Reference no: EM132862357
Question - On January 1, 2021, a parent company acquired 100% of the voting common stock of a subsidiary for $100,000. On the date of acquisition, (1) the subsidiary's net assets had appraised values that approximated their recorded book values and (2) the subsidiary reported Common Stock of $80,000 and Retained Earnings of $20,000. The parent uses the equity method to account for the Investment in the subsidiary. The subsidiary reported net income of $20,000 and paid dividends of $10,000 during 2021.
Required -
1. Prepare the journal entries made on the parent's books during 2021 concerning the Investment in subsidiary.
2. Complete the individual pre-consolidation financial statements for the parent and subsidiary on the working paper (provided on the next page).

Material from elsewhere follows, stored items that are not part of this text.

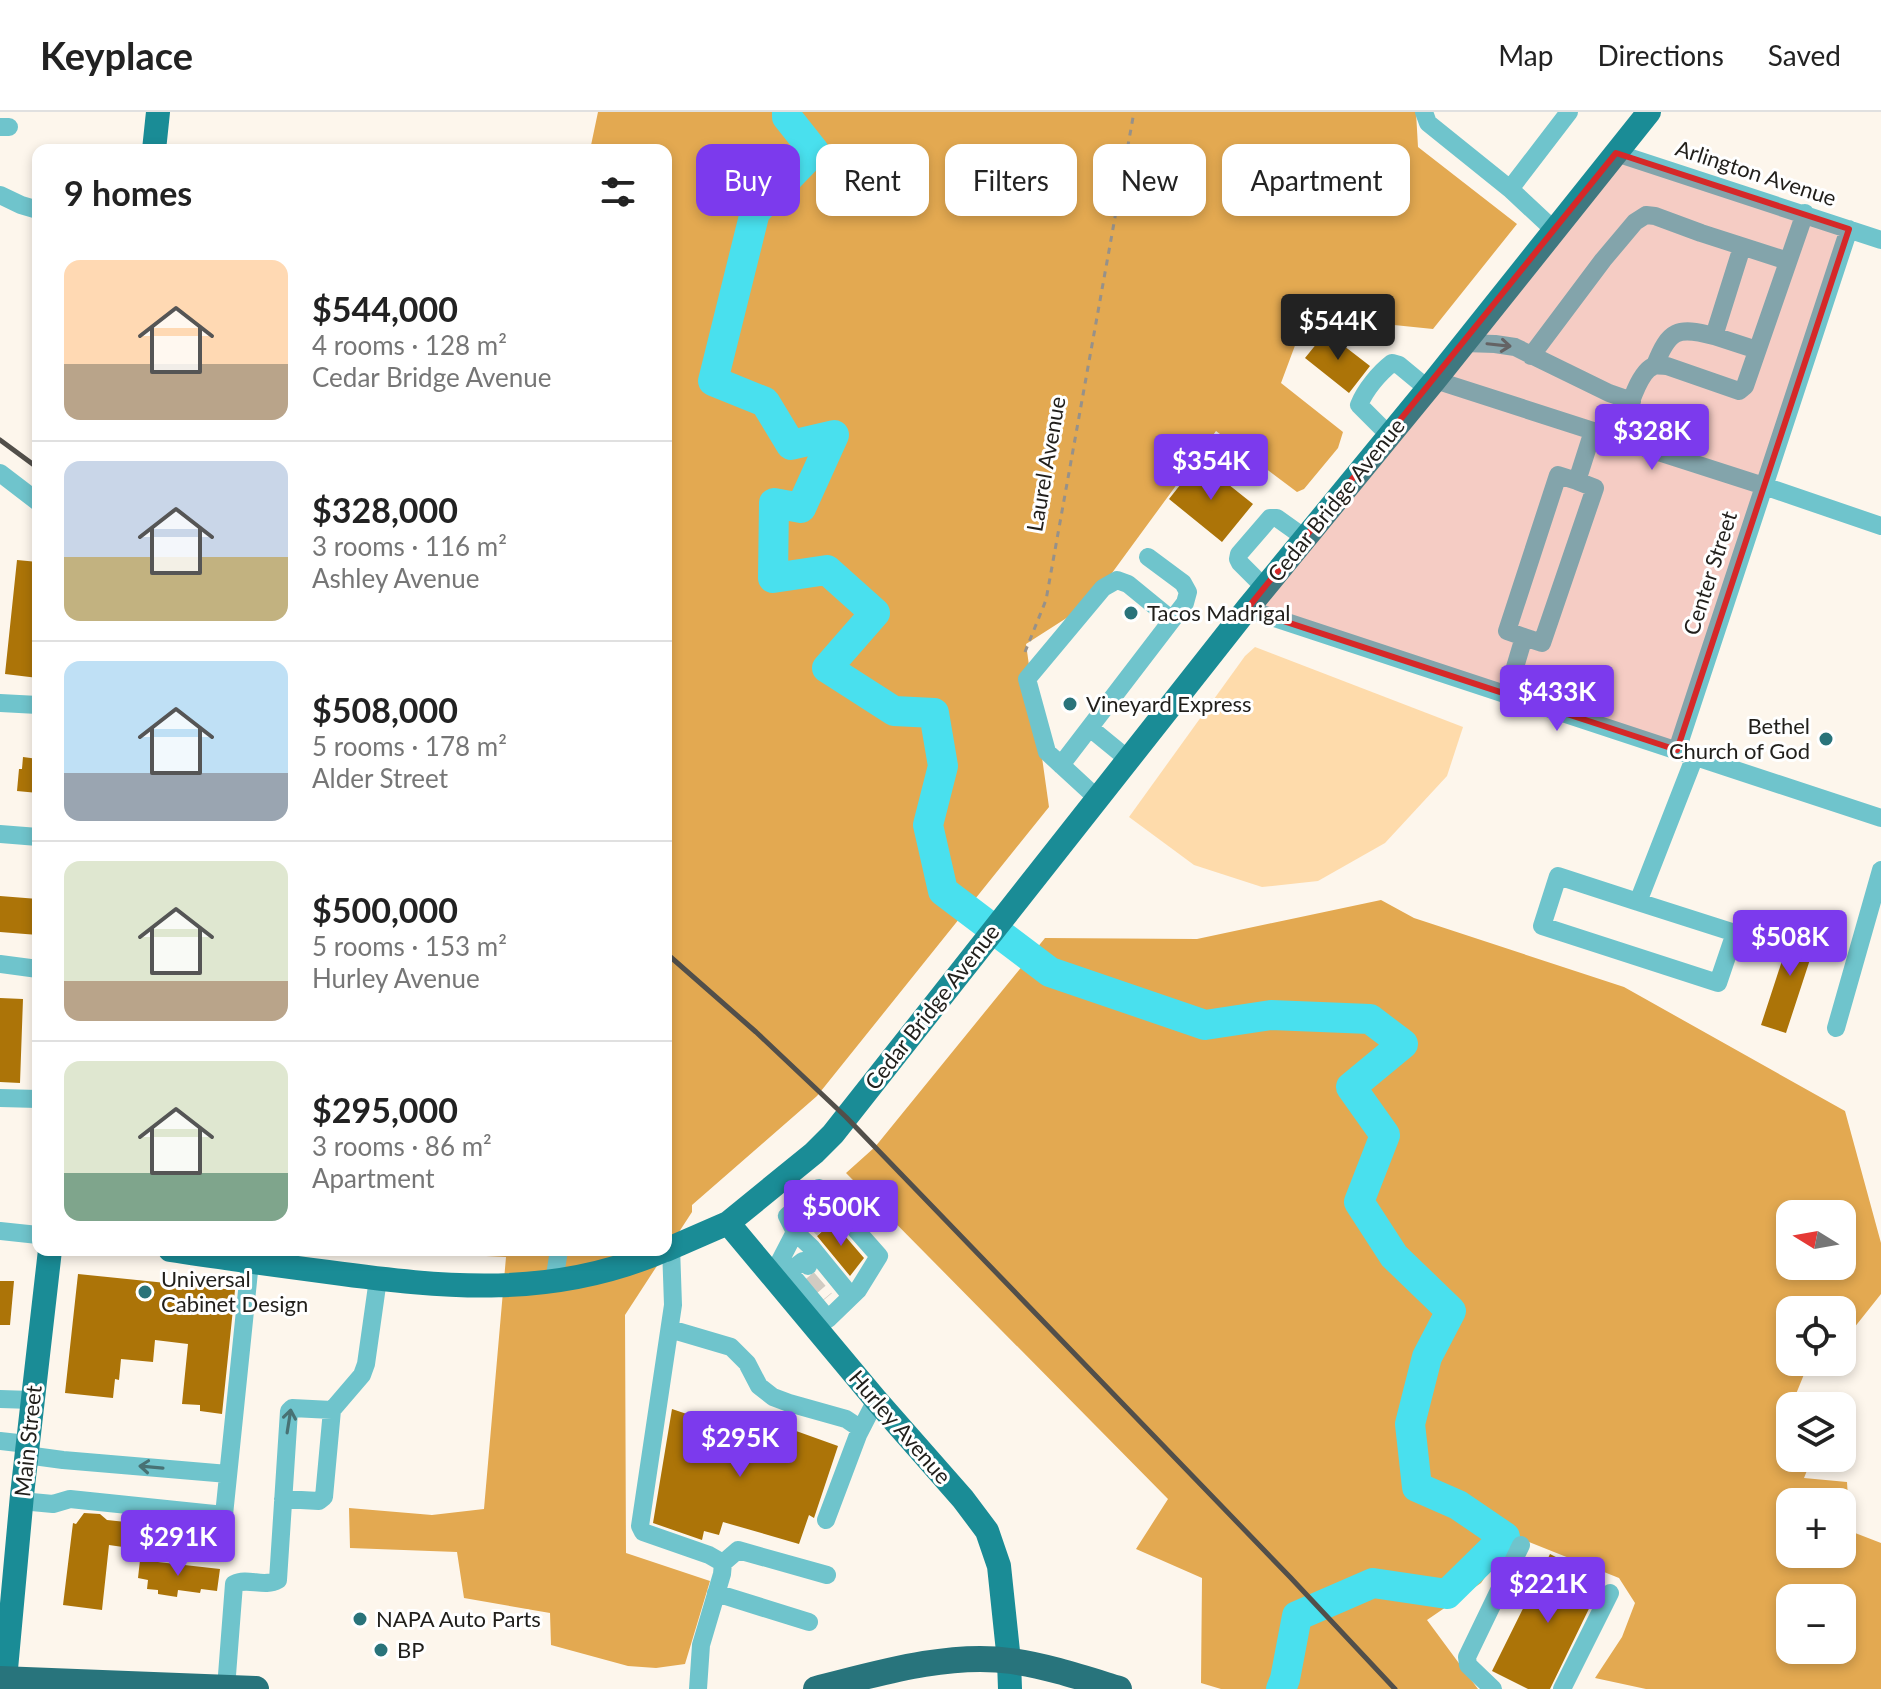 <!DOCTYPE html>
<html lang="en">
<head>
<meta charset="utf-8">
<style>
	:root { --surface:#fff; --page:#f6f6f6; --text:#222; --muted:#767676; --line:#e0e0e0; --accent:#7c3aed }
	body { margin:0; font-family:Lato,sans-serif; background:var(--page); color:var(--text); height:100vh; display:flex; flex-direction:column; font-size:30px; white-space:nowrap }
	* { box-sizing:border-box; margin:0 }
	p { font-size:26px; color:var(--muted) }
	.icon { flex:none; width:44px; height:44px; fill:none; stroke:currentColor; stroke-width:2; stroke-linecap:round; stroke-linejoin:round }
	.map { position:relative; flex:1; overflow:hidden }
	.sheet { position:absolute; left:32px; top:32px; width:640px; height:1112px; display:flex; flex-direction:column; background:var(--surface); border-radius:16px; box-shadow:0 4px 12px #0003 }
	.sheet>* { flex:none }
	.hud { position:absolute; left:696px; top:32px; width:760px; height:72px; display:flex; gap:16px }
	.needle { width:52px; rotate:281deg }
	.controls { position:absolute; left:1776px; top:1088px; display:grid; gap:16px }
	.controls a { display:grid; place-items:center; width:80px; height:80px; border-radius:16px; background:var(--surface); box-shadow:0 4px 12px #0003; font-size:40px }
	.price { position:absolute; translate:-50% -68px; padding:0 18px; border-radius:8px; background:var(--accent); color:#fff; font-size:26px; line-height:52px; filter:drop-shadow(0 2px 4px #0008) }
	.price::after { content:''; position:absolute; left:50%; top:48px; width:24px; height:18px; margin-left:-12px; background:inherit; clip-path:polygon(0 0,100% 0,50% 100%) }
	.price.selected { background:#222; color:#fff }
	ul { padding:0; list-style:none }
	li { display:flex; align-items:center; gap:24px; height:200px; padding:0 32px }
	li+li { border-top:2px solid var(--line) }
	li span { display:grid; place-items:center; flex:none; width:224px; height:160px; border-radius:16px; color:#555 }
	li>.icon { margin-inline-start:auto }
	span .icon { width:96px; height:96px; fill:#fffc; stroke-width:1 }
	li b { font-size:34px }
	h2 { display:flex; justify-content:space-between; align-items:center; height:96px; padding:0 32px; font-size:34px }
	.pill { padding:0 28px; border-radius:16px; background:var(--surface); box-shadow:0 4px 12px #0003; font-size:28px; line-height:72px }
	.pill.selected { background:var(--accent); color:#fff }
	header { display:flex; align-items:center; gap:48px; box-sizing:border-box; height:112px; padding:0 40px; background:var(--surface); border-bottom:2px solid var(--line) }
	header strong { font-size:38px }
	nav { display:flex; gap:44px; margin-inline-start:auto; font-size:28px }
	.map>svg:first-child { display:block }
</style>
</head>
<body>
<header>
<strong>Keyplace</strong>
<nav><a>Map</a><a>Directions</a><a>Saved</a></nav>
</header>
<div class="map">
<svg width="1881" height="1577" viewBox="0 0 1881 1577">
	<rect width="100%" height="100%" fill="#fdf6ec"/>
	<path fill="#fedbab" d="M1255,535l208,80 -16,49 -62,67 -67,38 -56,6 -68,-22 -65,-48 116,-161z"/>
	<path fill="#e3a951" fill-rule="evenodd" d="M598,0h818l2,35 99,77 -84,105 -127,-13 -25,67 62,49 -5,16 -34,41 -7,3 -81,-61 -126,172 -64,41 23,163 -232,289 -125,109v7l-67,103 1,238 84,28 -25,83 -29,4 -28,-2 -77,-21 -1,-32 -86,-15 -7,-46 -107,-4 -1,-40 83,7 52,-6 22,-252 -40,-2 1,-5h199v-1100h-76z
		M1381,788l33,18 210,69 221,124 36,132v51l-39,49v-33h-52v52h19l-13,32 33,12h-39v52h22l-8,20 43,4 3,49 31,12v146h-235l-51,-11 27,-41 13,-34 -16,-25 -105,-42 -33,47 -54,37 51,69h-257l-20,-6 1,-105 -66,-29 32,-50 -322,-326 29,-26 170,-209 152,1zM1790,1102h52v52h-52zM1790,1390h52v52h-52zM1790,1486h52v52h-52z"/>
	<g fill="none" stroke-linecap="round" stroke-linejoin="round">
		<path stroke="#49e0ee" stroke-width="30" d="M787,0v5l27,34 -59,61 -42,169 52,21 26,43 43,-10 -33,73 -27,-5 -1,75 54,-8 48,43 -48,55 67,43 40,2 9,53 -15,59 15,66 107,81 155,53 66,-10 99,4 33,25 -52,43 34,48 -26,67 35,54 57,55 -24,46 -17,67 7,63 41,18 47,32 -58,57 -74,-11 -76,33 -12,63 -4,10"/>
	</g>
	<path fill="#ac7408" d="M1326,220l44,34 -21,27 -44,-35z
		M1199,349l54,43 -31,38 -53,-43z
		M17,448l21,2v116l-33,-4z
		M23,645l15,2v34l-21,-2 2,-22h3z
		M0,784l38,3v36l-38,-3z
		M1794,812l25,8 -33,101 -25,-8z
		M0,886l23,1 -3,84 -20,-1z
		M833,1110l31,36 -14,18 -33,-40z
		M78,1162l157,16 -13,124 -22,-3v-6l-18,-1 6,-60 -33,-4 -2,22 -32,-3 -2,21 -4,-1 -2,19 -48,-5z
		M0,1169h14l-4,44h-10z
		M672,1297l62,21 4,-9 44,17 3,-11 53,19 -24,72 -5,-3 -10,29 -76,-22 -4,13 -15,-4 -2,9 -49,-17z
		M84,1401l16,1 7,6 19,2 -3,25 -14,-2 -7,65 -39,-5 10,-82 3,1z
		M1550,1442l55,28 -6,6 -49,101h-22l-36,-18z
		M140,1448l80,9 -3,22 -16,-2 -1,4 -22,-3 -1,7 -19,-3v-4l-11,-1 1,-9 -10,-2z"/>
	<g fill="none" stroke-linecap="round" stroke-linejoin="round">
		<path stroke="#d1cbc2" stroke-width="18" stroke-dasharray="18 9" stroke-linecap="butt" d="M802,1106l13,-12
			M811,1117l14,-13
			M807,1166l18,21"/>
		<path stroke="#96918a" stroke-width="3" stroke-dasharray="6 6" stroke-linecap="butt" d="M1025,540l21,-52 88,-488"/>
		<path stroke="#6fc4cc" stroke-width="18" d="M1424,0l4,11 82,66
			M0,15h9
			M1616,41l265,87
			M0,83l21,10 17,5
			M1554,118l-44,-41 59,-77
			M1714,224l43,14
			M1464,231l31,1 20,3 94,46 23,8
			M1531,244l72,-96 32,-38 11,-7 9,1 46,17 87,28
			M1655,253c14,-35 22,-39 59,-29l28,-89
			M1435,268l329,106 117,40
			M1389,323l-30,-30c6,-15 20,-32 33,-42l7,2 29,24
			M1618,327c6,-16 19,-68 36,-73 3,-1 10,0 13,0l72,25 6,-5 60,-173
			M0,361l38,29
			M1264,475l-24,-24 -2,-4 1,-5 31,-36h7l28,20
			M1247,497l634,209
			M1524,525l18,6 53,-155 -18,-7
			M1507,582l17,-57 -17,-6 51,-156 19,6 16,-50
			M0,591l38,2
			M1090,616l39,32
			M1677,638l172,-521
			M1061,653l124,-162 3,-11 -5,-9 -35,-26
			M1098,687l-51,-47 -20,-73 76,-91 14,-8 11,4 44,36
			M0,722l38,3
			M1638,790l97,31 -17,50 -176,-57 16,-50 80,26 57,-146
			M0,852l38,5
			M1836,916l45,-158
			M0,986l38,1
			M819,1076l60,68 -21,34 -30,29 -48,-58 15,-29 -8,-16z
			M801,1116l-6,4 16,15 40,49
			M0,1119l38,4
			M671,1135l2,58 -33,221 3,6 66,23 14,8 -1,11 -21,71 -3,44
			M790,1159l13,-10 5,5
			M554,1170l5,-32
			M670,1217l61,18 16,16 12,23 14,11 16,6 57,16 15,10
			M0,1287l32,1
			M332,1298l30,-35 4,-11 12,-85
			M0,1329l27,3
			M26,1343l37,5 165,14
			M21,1389l32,3 17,-5 154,16 26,-253
			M826,1408l32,-85 18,-35
			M723,1451l15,-13 89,25
			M716,1481l93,29
			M226,1576l8,-104c14,-7 30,4 44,-4l11,-169 3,-3 40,2 -8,87 -5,4 -36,-2
			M1493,1577l-25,-24 -1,-8 54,-112
			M1562,1577l48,-96"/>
		<path stroke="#1a8c96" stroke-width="24" d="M154,38l4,-38
			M728,1111l148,177 87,99 24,32 12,35 10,95 1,28
			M170,1138c52,8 105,15 158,22 118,16 224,27 337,-22
			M666,1138l62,-27 86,-70 19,-19 414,-525 188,-229 214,-268
			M5,1568l17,-185 28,-245"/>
		<path stroke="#28747c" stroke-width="26" d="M0,1567l256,10
			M816,1577c60,-15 132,-37 195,-28 36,5 72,17 108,28"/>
		<path stroke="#524f4a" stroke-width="5" d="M0,328l38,28
			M666,841l90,79 90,85 444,460 105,112"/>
	</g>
	<defs><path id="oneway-shaft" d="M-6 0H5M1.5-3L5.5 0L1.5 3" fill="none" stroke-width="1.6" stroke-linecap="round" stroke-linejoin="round" transform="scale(2)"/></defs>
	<g stroke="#487274">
		<use href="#oneway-shaft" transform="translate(1499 233) rotate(6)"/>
		<use href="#oneway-shaft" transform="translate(289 1309) rotate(-81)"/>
		<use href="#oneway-shaft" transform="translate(151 1355) rotate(-175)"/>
	</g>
	<path fill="#d62828" fill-opacity="0.2" stroke="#d62828" stroke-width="6" stroke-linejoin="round" d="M1616,41l233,76 -172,521 -430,-141z"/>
	<g fill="#29737a" stroke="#fff" stroke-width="3">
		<circle cx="1131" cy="501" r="8"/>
		<circle cx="1070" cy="592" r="8"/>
		<circle cx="1826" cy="627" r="8"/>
		<circle cx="145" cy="1180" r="8"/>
		<circle cx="360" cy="1507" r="8"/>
		<circle cx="381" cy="1538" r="8"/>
	</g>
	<g text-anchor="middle" stroke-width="6" stroke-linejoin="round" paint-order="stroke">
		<g font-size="22" fill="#211f1b" stroke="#fff">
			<text transform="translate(1756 61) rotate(18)" y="8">Arlington Avenue</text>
			<text transform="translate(1046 352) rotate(-80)" y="8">Laurel Avenue</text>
			<text transform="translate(1336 388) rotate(-51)" y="8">Cedar Bridge Avenue</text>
			<text transform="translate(1710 461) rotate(-72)" y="8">Center Street</text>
			<text transform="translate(932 895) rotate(-52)" y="8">Cedar Bridge Avenue</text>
			<text transform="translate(900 1315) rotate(49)" y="8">Hurley Avenue</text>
			<text transform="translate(28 1329) rotate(-84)" y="8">Main Street</text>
		</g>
		<g font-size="22" fill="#211f1b" stroke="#fff" text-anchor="start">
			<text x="1147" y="509">Tacos Madrigal</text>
			<text x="1086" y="600">Vineyard Express</text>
			<text x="1810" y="622" text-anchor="end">Bethel<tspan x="1810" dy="25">Church of God</tspan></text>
			<text x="161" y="1175">Universal<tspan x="161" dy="25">Cabinet Design</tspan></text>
			<text x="376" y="1515">NAPA Auto Parts</text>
			<text x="397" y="1546">BP</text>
		</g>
	</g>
</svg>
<div class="controls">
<a><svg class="needle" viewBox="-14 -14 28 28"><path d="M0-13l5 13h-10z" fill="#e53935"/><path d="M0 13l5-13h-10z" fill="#767676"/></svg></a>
<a><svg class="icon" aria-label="locate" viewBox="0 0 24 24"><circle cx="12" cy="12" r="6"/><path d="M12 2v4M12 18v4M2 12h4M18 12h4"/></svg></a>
<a><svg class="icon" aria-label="layers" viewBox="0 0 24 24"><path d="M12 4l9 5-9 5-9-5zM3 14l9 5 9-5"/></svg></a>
<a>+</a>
<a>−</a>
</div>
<b class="price selected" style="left:1338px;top:250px">$544K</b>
<b class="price" style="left:1652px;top:360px">$328K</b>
<b class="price" style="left:1211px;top:390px">$354K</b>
<b class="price" style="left:1557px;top:621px">$433K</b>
<b class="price" style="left:1790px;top:866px">$508K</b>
<b class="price" style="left:841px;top:1136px">$500K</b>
<b class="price" style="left:740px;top:1367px">$295K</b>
<b class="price" style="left:178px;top:1466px">$291K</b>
<b class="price" style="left:1548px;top:1513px">$221K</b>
<div class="hud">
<a class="pill selected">Buy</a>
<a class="pill">Rent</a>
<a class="pill">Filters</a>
<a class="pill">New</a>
<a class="pill">Apartment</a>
</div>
<section class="sheet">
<h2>9 homes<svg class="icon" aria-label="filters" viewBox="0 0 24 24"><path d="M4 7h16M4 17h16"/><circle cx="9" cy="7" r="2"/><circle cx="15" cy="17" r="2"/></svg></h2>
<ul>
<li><span style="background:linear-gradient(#ffd9b3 65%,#b9a48a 0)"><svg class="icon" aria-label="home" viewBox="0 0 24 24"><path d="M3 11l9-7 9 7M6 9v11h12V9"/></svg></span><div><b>$544,000</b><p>4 rooms · 128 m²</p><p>Cedar Bridge Avenue</p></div></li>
<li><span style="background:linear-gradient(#c9d6e8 60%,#c2b280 0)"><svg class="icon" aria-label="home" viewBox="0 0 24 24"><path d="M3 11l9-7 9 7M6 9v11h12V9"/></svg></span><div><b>$328,000</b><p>3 rooms · 116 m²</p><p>Ashley Avenue</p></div></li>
<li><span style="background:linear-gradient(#bfe0f5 70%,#9aa5b1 0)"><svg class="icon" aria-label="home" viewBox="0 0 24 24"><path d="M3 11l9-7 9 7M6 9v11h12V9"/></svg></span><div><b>$508,000</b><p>5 rooms · 178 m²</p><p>Alder Street</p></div></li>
<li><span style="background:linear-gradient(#dfe7d0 75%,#b9a48a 0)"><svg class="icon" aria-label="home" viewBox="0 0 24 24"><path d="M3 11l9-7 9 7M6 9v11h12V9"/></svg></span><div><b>$500,000</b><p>5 rooms · 153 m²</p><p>Hurley Avenue</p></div></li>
<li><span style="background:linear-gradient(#dfe7d0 70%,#7fa58c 0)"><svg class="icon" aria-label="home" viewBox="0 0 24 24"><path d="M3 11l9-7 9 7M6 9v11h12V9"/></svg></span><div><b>$295,000</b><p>3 rooms · 86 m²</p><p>Apartment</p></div></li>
</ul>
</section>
</div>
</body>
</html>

3. Given parent and subsidiary individual financial statements completed in requirement 2, determine each of the consolidated balances without proposing consolidating journal entries! This step may be quite challenging, but it is an important exercise if you want to get to the heart of the intuition behind this material.
4. Complete the working paper by preparing the applicable consolidating entries in journal entry form. Hopefully, these entries result in the consolidated balances that you estimated in requirement 3 of this problem.
5. How would the consolidated statements differ if there were $5,000 in intercompany payables?